Interesting idea. But I wonder how much it helps to use a classifier for processing resumes. If you have a high number of resumes to process it makes sense to attempt to automate it. But if the volume you are processing is low enough you might be able to get by with letting people make decisions.

For example I can tell way better than Google's spam filtering software whether an email is spam or ham. The only reason to use filtering in that case is to save me the hassle of having to dismiss 50+ spam messages per day.

The human mind is pretty good at picking up patterns (even without trying) so after a while experienced interviewers start to see what kind of people worked out and what kind of people they hired and later regretted it. I guess using a naive classifier would eliminate some bias towards things like top colleges and years of experience.

The real problem with resumes however is that anyone can put absolutely anything on it. So it's a bad source for training a classifier. It would be interesting however to measure things like the probability of your interviewers making correct decisions, or (if you use standard questions) the correlation between answers to questions and performance (in the event of a hire).

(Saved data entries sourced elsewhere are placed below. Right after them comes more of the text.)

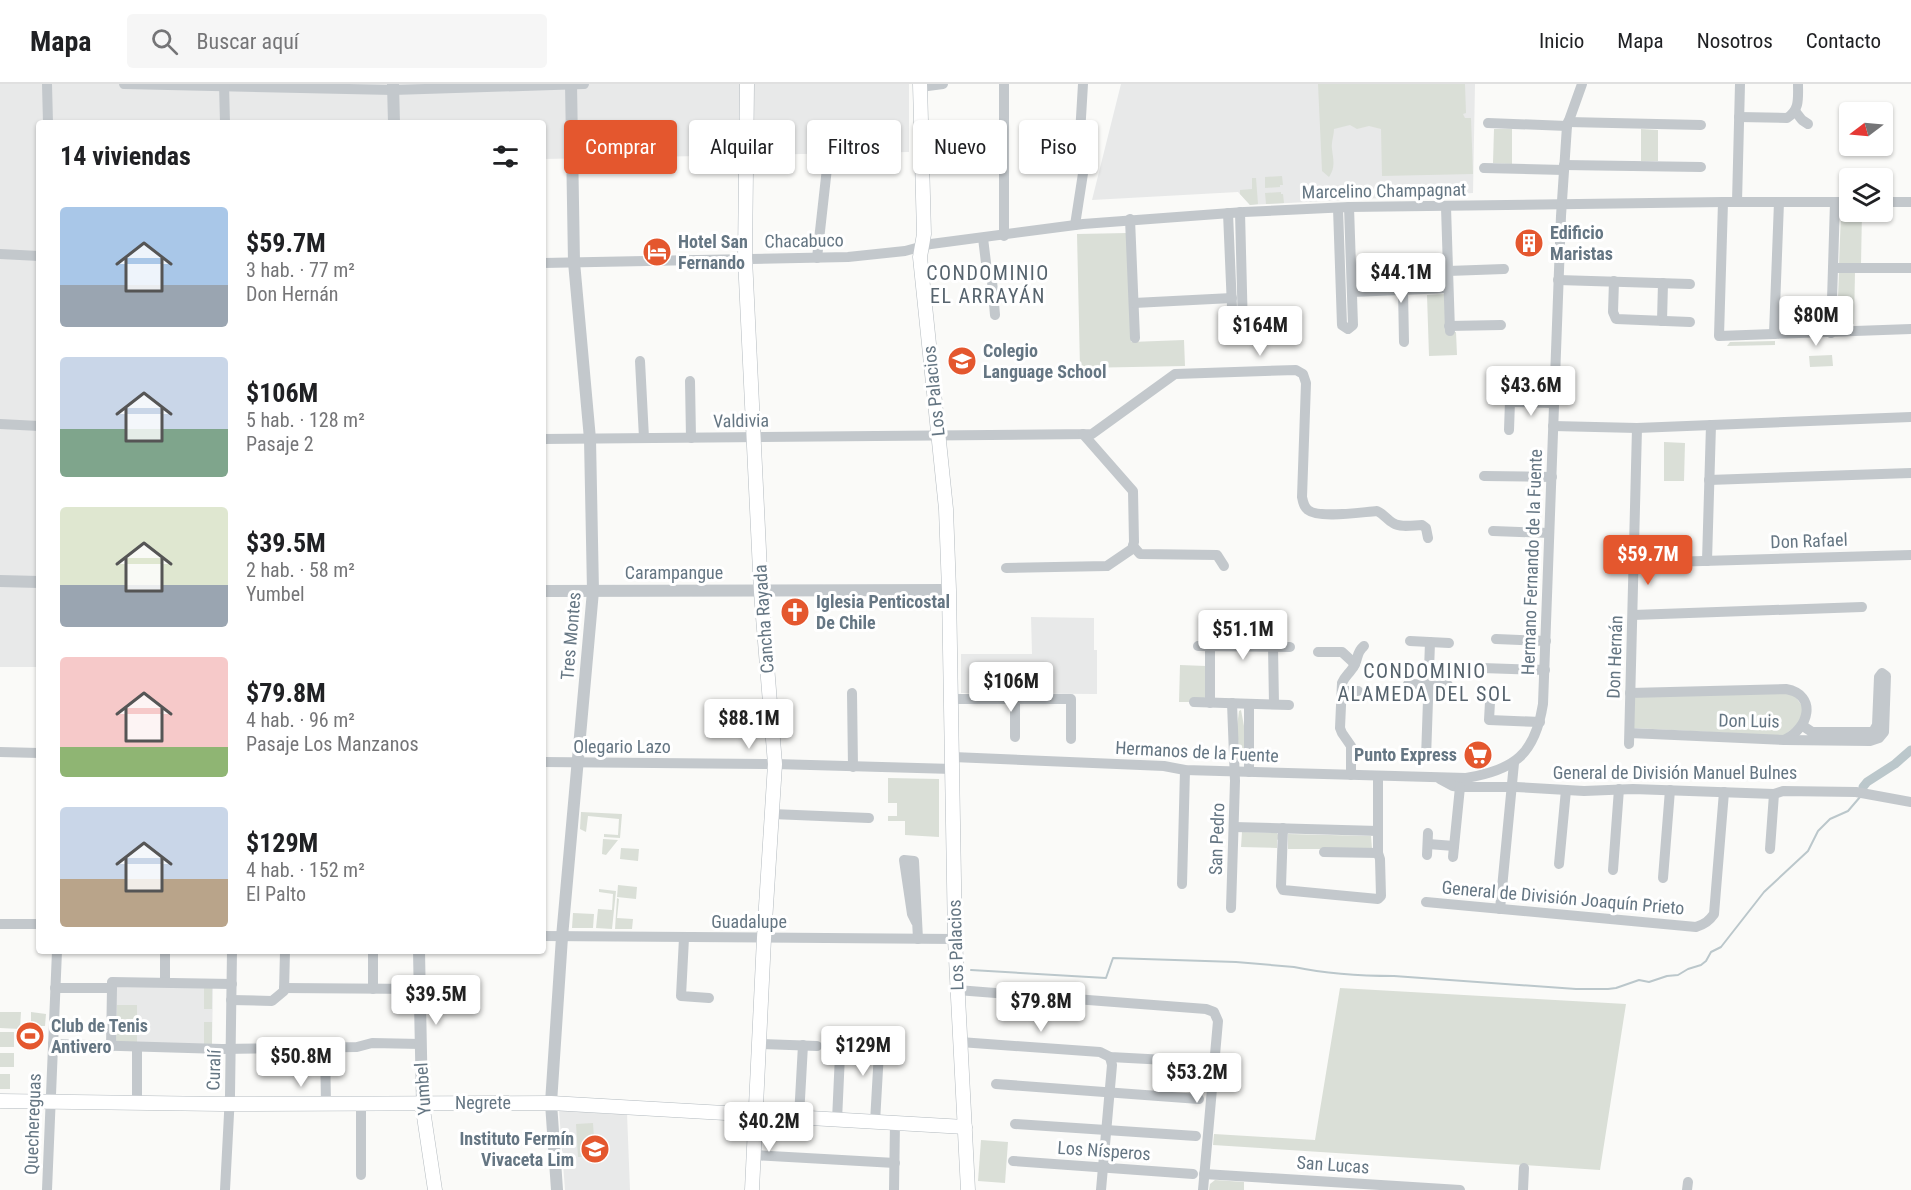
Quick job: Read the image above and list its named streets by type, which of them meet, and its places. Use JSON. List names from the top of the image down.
{
  "streets": {
    "main road": [
      "Los Palacios",
      "Cancha Rayada",
      "Yumbel",
      "Negrete"
    ],
    "street": [
      "Marcelino Champagnat",
      "Chacabuco",
      "Valdivia",
      "Don Rafael",
      "Hermano Fernando de la Fuente",
      "Carampangue",
      "Tres Montes",
      "Don Hernán",
      "Don Luis",
      "Olegario Lazo",
      "Hermanos de la Fuente",
      "General de División Manuel Bulnes",
      "San Pedro",
      "General de División Joaquín Prieto",
      "Guadalupe",
      "Curalí",
      "Quechereguas",
      "Los Nísperos",
      "San Lucas"
    ]
  },
  "crossings": [
    ["Marcelino Champagnat", "Chacabuco"],
    ["Marcelino Champagnat", "Los Palacios"],
    ["Marcelino Champagnat", "Hermano Fernando de la Fuente"],
    ["Chacabuco", "Los Palacios"],
    ["Chacabuco", "Cancha Rayada"],
    ["Chacabuco", "Tres Montes"],
    ["Los Palacios", "Valdivia"],
    ["Los Palacios", "Carampangue"],
    ["Los Palacios", "Olegario Lazo"],
    ["Los Palacios", "Hermanos de la Fuente"],
    ["Los Palacios", "Guadalupe"],
    ["Los Palacios", "Negrete"],
    ["Valdivia", "Cancha Rayada"],
    ["Valdivia", "Tres Montes"],
    ["Don Rafael", "Don Hernán"],
    ["Hermano Fernando de la Fuente", "Hermanos de la Fuente"],
    ["Hermano Fernando de la Fuente", "General de División Manuel Bulnes"],
    ["Carampangue", "Cancha Rayada"],
    ["Carampangue", "Tres Montes"],
    ["Cancha Rayada", "Olegario Lazo"],
    ["Cancha Rayada", "Guadalupe"],
    ["Cancha Rayada", "Negrete"],
    ["Tres Montes", "Olegario Lazo"],
    ["Tres Montes", "Guadalupe"],
    ["Tres Montes", "Negrete"],
    ["Don Hernán", "Don Luis"],
    ["Olegario Lazo", "Hermanos de la Fuente"],
    ["Hermanos de la Fuente", "General de División Manuel Bulnes"],
    ["Hermanos de la Fuente", "San Pedro"],
    ["General de División Manuel Bulnes", "General de División Joaquín Prieto"],
    ["Curalí", "Negrete"],
    ["Yumbel", "Negrete"],
    ["Negrete", "Quechereguas"],
    ["Los Nísperos", "San Lucas"]
  ],
  "districts": ["CONDOMINIO EL ARRAYÁN", "CONDOMINIO ALAMEDA DEL SOL"],
  "places": {
    "building": ["Edificio Maristas"],
    "hotel": ["Hotel San Fernando"],
    "school or university": ["Colegio Language School", "Instituto Fermín Vivaceta Lim"],
    "church": ["Iglesia Penticostal De Chile"],
    "supermarket": ["Punto Express"],
    "sports": ["Club de Tenis Antivero"]
  },
  "north": "left",
  "page": {
    "header": "Mapa",
    "search": "Buscar aquí",
    "nav": [
      "Inicio",
      "Mapa",
      "Nosotros",
      "Contacto"
    ],
    "chip": [
      "Comprar",
      "Alquilar",
      "Filtros",
      "Nuevo",
      "Piso"
    ],
    "heading": "14 viviendas",
    "list": [
      {
        "name": "$59.7M",
        "note": "3 hab. · 77 m² · Don Hernán"
      },
      {
        "name": "$106M",
        "note": "5 hab. · 128 m² · Pasaje 2"
      },
      {
        "name": "$39.5M",
        "note": "2 hab. · 58 m² · Yumbel"
      },
      {
        "name": "$79.8M",
        "note": "4 hab. · 96 m² · Pasaje Los Manzanos"
      },
      {
        "name": "$129M",
        "note": "4 hab. · 152 m² · El Palto"
      }
    ],
    "price": [
      "$44.1M",
      "$80M",
      "$164M",
      "$43.6M",
      "$59.7M",
      "$51.1M",
      "$106M",
      "$88.1M",
      "$39.5M",
      "$79.8M",
      "$129M",
      "$50.8M",
      "$53.2M",
      "$40.2M"
    ]
  }
}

Ultimately I think I agree with Joel that the only proper way to decide if someone is worth hiring is to have a technical discussion with them and see how it goes. Getting a feel for how someone writes code is even more important (but I'm not necessarily sure that putting people on the spot in from of a whiteboard is the best way). After someone has been hired I can usually tell withing several minutes of working with them on real production code whether they were a good addition to the company.

raganwald · on Feb 12, 2008

Thank you. No, that is not strong enough: THANK YOU!!!

> It would be interesting however to measure things like the probability of your interviewers making correct decisions, or (if you use standard questions) the correlation between answers to questions and performance (in the event of a hire).

That was my objective when writing the post, although judging by responses on reddit, most people thought I was saying that naive bayesian filters could outperform human hiring managers.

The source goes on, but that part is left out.